■ WHAT NEEDS TO BE DONE
Look for the word "start" in the entries below, then copy every line that has it.

=== SUPPLIED ENTRIES ===

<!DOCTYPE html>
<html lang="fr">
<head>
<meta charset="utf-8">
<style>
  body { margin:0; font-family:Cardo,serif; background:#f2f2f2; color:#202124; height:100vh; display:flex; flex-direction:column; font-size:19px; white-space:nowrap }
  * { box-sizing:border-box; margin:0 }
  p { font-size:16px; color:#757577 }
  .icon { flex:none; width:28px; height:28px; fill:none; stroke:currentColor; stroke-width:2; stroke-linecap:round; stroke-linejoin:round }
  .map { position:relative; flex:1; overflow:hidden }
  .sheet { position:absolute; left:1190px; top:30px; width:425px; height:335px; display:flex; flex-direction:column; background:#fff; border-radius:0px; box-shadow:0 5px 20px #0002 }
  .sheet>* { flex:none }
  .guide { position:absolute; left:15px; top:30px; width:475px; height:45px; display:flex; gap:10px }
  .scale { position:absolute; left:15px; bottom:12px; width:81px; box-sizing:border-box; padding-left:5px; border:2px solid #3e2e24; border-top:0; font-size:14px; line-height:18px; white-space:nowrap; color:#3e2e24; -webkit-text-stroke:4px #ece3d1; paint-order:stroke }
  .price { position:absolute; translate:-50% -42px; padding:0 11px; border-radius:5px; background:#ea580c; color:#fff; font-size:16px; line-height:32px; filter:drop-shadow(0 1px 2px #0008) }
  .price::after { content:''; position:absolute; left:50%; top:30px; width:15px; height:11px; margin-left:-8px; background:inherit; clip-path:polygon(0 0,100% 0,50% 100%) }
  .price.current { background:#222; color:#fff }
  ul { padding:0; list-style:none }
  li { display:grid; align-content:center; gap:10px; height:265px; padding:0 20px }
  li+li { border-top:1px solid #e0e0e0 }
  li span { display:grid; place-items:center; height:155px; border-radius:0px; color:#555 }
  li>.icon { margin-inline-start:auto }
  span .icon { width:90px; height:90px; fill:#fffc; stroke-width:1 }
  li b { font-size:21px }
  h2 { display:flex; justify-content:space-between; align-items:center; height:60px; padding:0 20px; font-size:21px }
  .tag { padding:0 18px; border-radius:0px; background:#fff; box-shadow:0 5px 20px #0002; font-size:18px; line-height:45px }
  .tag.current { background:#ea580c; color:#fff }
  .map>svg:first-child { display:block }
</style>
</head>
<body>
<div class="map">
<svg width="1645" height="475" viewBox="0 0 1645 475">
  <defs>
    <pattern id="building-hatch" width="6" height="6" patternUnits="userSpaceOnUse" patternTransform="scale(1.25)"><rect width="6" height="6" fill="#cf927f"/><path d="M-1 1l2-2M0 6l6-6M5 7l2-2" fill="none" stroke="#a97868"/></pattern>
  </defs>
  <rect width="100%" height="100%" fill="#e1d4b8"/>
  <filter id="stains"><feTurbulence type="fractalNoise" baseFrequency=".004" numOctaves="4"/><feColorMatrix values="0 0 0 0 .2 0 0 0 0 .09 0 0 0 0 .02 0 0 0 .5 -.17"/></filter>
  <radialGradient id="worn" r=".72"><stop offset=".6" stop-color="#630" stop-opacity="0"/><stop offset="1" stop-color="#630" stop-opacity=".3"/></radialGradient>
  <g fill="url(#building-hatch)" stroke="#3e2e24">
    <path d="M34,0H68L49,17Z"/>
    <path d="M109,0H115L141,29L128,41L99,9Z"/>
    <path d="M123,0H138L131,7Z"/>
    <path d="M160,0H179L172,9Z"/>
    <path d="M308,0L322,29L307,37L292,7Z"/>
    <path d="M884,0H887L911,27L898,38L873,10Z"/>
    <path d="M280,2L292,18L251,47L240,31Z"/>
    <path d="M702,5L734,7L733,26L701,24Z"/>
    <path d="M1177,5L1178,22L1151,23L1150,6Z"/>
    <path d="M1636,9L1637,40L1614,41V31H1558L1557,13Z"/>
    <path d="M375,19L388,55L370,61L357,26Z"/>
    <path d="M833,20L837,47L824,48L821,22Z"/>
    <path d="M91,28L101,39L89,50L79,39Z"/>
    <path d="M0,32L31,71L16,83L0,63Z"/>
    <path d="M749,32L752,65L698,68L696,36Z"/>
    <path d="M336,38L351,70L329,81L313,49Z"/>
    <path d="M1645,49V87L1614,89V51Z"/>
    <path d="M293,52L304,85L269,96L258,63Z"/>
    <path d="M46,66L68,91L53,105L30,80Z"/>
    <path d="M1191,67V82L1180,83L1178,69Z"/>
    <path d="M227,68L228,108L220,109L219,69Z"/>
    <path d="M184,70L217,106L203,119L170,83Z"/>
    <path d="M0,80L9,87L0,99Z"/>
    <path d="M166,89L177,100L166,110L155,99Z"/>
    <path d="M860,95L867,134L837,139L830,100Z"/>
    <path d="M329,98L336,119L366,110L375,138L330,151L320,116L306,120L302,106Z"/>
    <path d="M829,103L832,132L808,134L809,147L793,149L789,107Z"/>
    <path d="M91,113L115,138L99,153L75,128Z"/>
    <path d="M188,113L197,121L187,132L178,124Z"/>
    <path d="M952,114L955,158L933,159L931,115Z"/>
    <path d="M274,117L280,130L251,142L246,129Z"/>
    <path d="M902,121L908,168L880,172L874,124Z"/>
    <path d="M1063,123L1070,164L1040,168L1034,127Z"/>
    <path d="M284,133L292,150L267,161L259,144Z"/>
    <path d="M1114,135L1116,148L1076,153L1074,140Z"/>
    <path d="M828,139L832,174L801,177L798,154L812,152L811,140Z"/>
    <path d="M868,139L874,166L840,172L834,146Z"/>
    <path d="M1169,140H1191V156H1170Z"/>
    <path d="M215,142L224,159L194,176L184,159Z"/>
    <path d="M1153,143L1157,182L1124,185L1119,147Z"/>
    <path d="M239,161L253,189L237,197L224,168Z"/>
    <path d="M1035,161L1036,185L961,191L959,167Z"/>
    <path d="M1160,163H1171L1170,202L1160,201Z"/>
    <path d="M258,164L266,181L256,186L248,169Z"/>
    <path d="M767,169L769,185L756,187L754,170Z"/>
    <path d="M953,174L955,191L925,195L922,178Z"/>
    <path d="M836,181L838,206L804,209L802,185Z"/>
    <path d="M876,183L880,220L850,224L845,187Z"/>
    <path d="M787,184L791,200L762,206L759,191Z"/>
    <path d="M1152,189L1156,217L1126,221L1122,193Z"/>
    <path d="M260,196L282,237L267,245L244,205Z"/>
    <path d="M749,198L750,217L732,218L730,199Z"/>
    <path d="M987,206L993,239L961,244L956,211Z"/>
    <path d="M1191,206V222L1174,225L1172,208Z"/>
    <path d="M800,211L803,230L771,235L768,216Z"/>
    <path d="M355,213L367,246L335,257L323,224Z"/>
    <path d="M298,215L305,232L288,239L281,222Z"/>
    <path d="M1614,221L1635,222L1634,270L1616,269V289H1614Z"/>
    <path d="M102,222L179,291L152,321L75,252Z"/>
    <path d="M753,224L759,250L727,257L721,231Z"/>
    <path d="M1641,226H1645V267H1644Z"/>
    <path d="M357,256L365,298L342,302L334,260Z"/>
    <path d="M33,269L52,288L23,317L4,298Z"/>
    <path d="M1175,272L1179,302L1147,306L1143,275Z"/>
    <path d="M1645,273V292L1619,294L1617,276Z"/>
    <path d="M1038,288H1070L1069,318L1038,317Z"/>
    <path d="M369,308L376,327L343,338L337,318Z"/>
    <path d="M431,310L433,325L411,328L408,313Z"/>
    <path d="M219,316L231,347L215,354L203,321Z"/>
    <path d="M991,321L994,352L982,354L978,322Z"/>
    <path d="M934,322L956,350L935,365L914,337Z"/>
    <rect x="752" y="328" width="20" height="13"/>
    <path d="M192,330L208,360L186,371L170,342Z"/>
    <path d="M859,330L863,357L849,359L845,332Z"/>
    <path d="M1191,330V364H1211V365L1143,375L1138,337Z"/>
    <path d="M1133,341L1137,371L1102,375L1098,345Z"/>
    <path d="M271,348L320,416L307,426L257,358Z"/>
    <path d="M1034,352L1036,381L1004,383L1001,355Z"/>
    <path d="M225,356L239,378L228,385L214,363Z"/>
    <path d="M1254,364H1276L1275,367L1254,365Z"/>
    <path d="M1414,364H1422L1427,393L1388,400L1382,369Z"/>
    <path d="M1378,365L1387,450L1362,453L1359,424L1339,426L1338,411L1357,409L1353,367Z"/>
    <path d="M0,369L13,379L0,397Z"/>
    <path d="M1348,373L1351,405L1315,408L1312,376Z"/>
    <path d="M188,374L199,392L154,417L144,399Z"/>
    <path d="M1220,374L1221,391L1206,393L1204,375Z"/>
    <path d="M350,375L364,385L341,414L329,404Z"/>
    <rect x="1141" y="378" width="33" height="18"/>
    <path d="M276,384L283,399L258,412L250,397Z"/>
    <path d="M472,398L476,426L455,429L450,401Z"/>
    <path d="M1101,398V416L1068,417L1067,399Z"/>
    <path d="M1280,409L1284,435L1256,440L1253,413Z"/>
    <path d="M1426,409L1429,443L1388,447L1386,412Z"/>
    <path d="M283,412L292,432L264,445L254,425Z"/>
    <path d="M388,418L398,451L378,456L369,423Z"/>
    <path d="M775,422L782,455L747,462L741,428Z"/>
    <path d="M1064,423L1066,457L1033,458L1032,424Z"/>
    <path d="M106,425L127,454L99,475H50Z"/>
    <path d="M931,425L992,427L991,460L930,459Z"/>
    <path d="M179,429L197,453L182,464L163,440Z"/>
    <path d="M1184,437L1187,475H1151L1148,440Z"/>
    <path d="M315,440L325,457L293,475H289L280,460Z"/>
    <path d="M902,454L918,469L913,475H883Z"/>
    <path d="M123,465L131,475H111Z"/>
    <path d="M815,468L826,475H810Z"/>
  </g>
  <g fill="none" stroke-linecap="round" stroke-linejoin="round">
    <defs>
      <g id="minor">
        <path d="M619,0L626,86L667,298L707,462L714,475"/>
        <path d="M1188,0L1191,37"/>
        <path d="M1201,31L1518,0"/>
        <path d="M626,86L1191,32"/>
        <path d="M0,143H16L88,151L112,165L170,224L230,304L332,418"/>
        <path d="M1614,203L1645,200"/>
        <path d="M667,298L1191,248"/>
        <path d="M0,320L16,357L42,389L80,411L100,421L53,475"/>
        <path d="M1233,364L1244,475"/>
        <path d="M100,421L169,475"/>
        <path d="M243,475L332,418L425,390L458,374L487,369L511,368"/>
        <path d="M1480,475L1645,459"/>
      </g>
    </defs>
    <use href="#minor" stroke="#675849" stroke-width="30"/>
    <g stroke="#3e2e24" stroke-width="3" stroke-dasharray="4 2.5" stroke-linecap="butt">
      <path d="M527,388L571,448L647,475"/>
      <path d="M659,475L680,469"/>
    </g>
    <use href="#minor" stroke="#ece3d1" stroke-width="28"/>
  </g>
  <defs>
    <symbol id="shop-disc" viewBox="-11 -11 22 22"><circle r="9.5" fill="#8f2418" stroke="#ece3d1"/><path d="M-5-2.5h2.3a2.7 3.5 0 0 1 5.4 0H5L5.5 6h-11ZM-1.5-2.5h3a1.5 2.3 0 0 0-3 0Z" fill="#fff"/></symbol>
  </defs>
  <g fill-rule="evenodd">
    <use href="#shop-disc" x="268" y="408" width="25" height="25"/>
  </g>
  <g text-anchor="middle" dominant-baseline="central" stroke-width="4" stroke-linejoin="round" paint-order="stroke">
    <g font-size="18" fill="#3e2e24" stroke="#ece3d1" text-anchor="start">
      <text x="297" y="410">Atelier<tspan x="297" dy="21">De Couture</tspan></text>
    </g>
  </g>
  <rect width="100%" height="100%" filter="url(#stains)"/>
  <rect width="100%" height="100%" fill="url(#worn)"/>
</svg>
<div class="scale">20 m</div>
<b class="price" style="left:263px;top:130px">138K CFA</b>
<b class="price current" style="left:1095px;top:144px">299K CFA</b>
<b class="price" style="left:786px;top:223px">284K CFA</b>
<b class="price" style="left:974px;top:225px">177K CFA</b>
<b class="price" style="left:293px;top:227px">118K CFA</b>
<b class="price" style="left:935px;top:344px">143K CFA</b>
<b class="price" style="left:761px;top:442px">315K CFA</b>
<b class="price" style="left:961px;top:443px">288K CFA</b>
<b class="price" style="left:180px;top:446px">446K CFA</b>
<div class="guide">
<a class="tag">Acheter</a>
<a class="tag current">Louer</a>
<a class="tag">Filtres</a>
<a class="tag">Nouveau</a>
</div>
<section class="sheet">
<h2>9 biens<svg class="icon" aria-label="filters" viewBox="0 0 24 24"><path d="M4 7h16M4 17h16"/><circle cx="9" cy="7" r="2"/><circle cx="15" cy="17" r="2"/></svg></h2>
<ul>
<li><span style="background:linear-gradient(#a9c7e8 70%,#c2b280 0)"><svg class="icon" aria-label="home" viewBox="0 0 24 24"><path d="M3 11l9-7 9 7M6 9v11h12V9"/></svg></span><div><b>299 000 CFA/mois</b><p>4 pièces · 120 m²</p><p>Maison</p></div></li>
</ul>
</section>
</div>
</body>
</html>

===

■ WORKED SOLUTION
  li>.icon { margin-inline-start:auto }
    <g font-size="18" fill="#3e2e24" stroke="#ece3d1" text-anchor="start">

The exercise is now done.